Настя ликует, наконец-то ей удалось заарканить богатого папика. Настя с Асей приходят в урочный час к профессору, тот, слегка напоив их, начинает вести разговор о свадьбе, медовом месяце, подвенечном платье… Глупые девчонки хихикают, потом профессор предлагает покататься, в великолепном настроении дурочки садятся в машину, едут к МКАД, и тут автомобиль «ломается», не доехав до Кольцевой магистрали пару метров, в тихом, безлюдном месте. Ни Настя, ни Ася водить не умеют.

– Черт! – восклицает Лев Николаевич. – Ну-ка, девочки, подтолкните, сейчас заведется.

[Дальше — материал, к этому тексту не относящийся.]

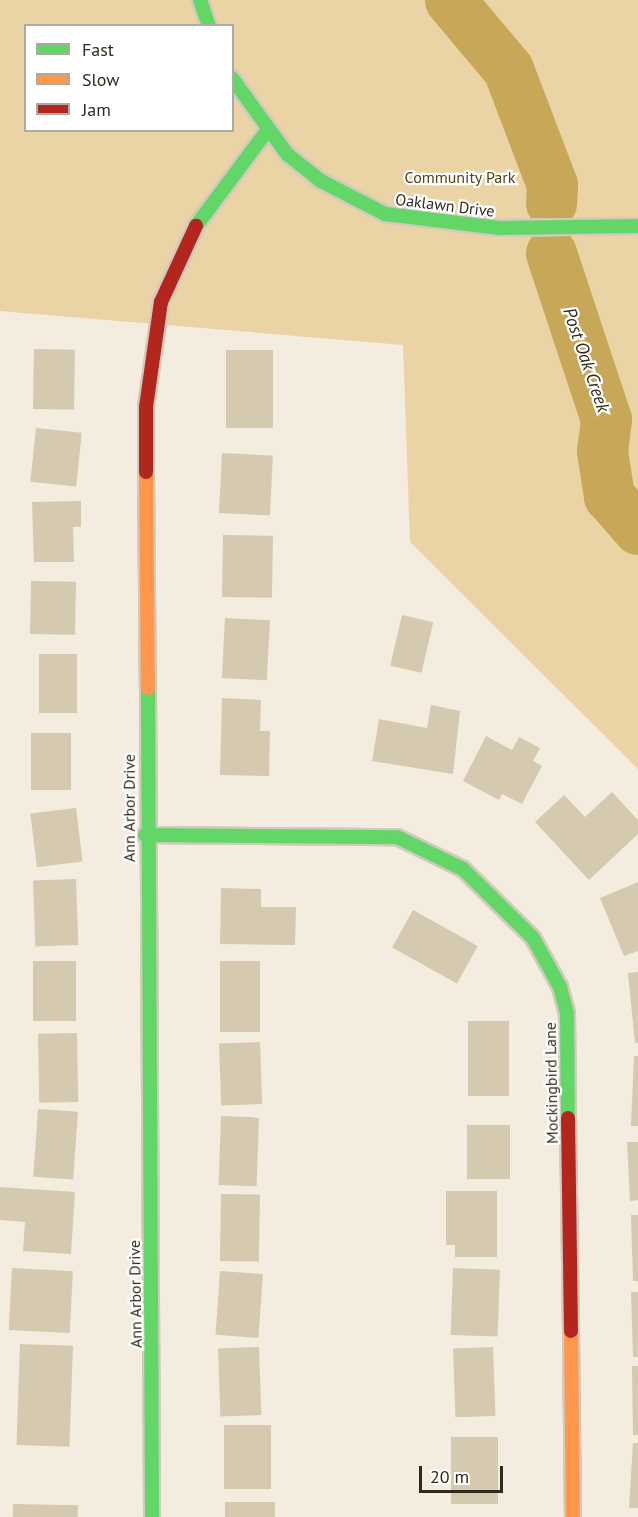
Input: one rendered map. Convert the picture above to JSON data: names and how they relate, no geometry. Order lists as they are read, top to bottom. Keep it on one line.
{"streets":{"street":["Oaklawn Drive","Ann Arbor Drive","Mockingbird Lane"]},"crossings":[["Oaklawn Drive","Ann Arbor Drive"],["Ann Arbor Drive","Mockingbird Lane"]],"water":["Post Oak Creek"],"parks":["Community Park"],"legend":["Fast","Slow","Jam"],"scale_bar":"20 m"}
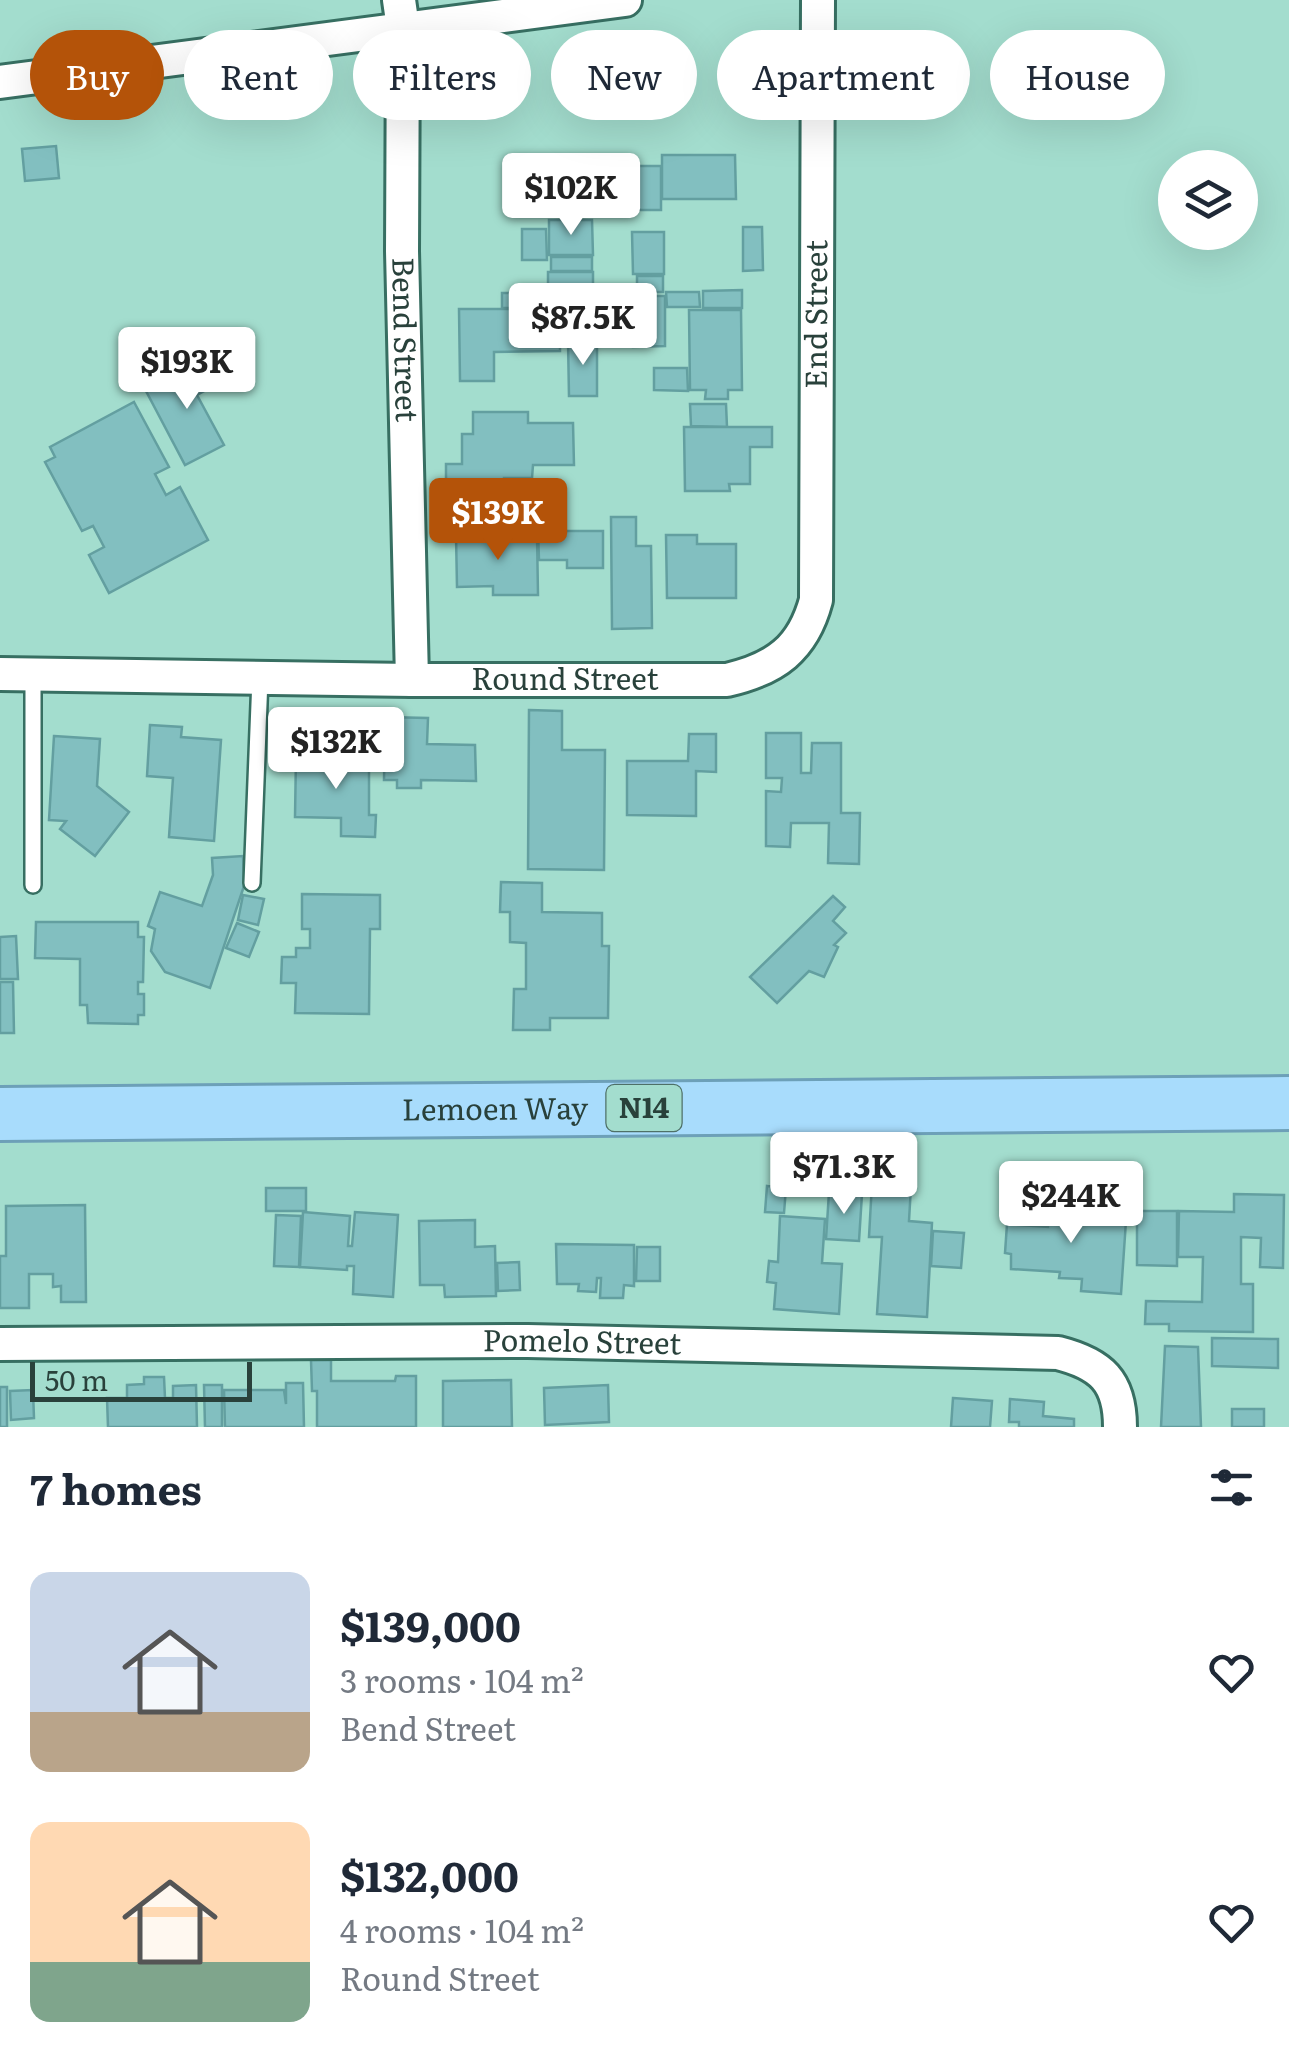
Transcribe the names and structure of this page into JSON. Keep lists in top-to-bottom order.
{
  "streets": {
    "highway": ["N14", "Lemoen Way"],
    "street": [
      "End Street",
      "Bend Street",
      "Round Street",
      "Pomelo Street"
    ]
  },
  "crossings": [
    ["End Street", "Round Street"],
    ["Bend Street", "Round Street"]
  ],
  "scale_bar": "50 m",
  "page": {
    "chip": [
      "Buy",
      "Rent",
      "Filters",
      "New",
      "Apartment",
      "House"
    ],
    "price": [
      "$102K",
      "$87.5K",
      "$193K",
      "$139K",
      "$132K",
      "$71.3K",
      "$244K"
    ],
    "scale": "50 m",
    "heading": "7 homes",
    "list": [
      {
        "name": "$139,000",
        "note": "3 rooms · 104 m² · Bend Street"
      },
      {
        "name": "$132,000",
        "note": "4 rooms · 104 m² · Round Street"
      }
    ]
  }
}
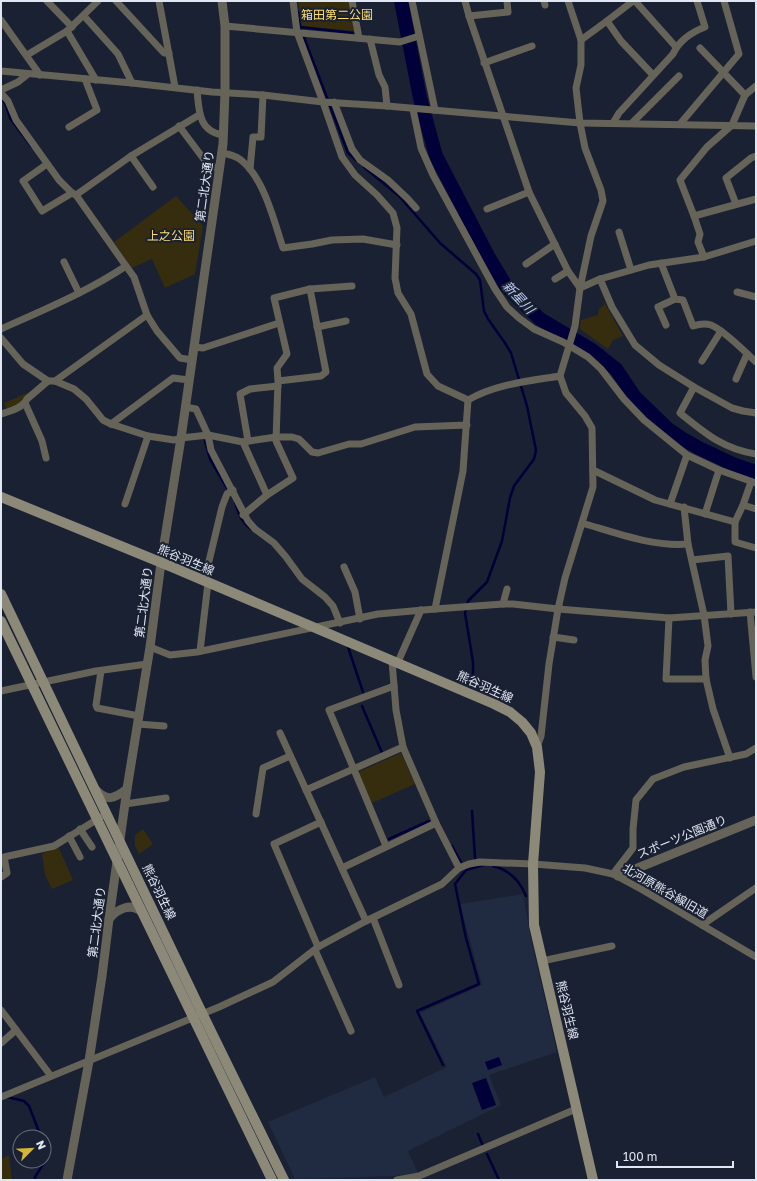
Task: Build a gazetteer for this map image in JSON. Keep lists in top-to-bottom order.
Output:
{
  "streets": {
    "main road": ["熊谷羽生線"],
    "street": ["第二北大通り", "スポーツ公園通り", "北河原熊谷線旧道"]
  },
  "crossings": [
    ["第二北大通り", "熊谷羽生線"],
    ["熊谷羽生線", "北河原熊谷線旧道"],
    ["スポーツ公園通り", "北河原熊谷線旧道"]
  ],
  "water": ["新星川"],
  "parks": ["箱田第二公園", "上之公園"],
  "scale_bar": "100 m",
  "north": "top right"
}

Глупышки охотно выполняют просьбу, упираются руками в багажник, и… Воротников дает полный газ, машина резко катит назад, профессор переезжает девчонок, потом для верности проезжает по телам еще раз. Идет сильный дождь, на улице темно, свидетелей никаких. Лев Николаевич сбрасывает труп Насти в овраг, а тело Аси отвозит за несколько километров и оставляет в кустах с другой стороны дороги, затем выкатывает на МКАД и исчезает. Он абсолютно уверен, что свидетелей больше нет. Про Диму Кулака профессор узнать не успел. Настю нашли утром, Асю через день, никто не связывает их дела в одно.

– Ужасно, – прошептала Зайка, – но при чем тут Лика?

– Это другая история, – сухо сказал Дегтярев, – не менее ужасная, чем первая.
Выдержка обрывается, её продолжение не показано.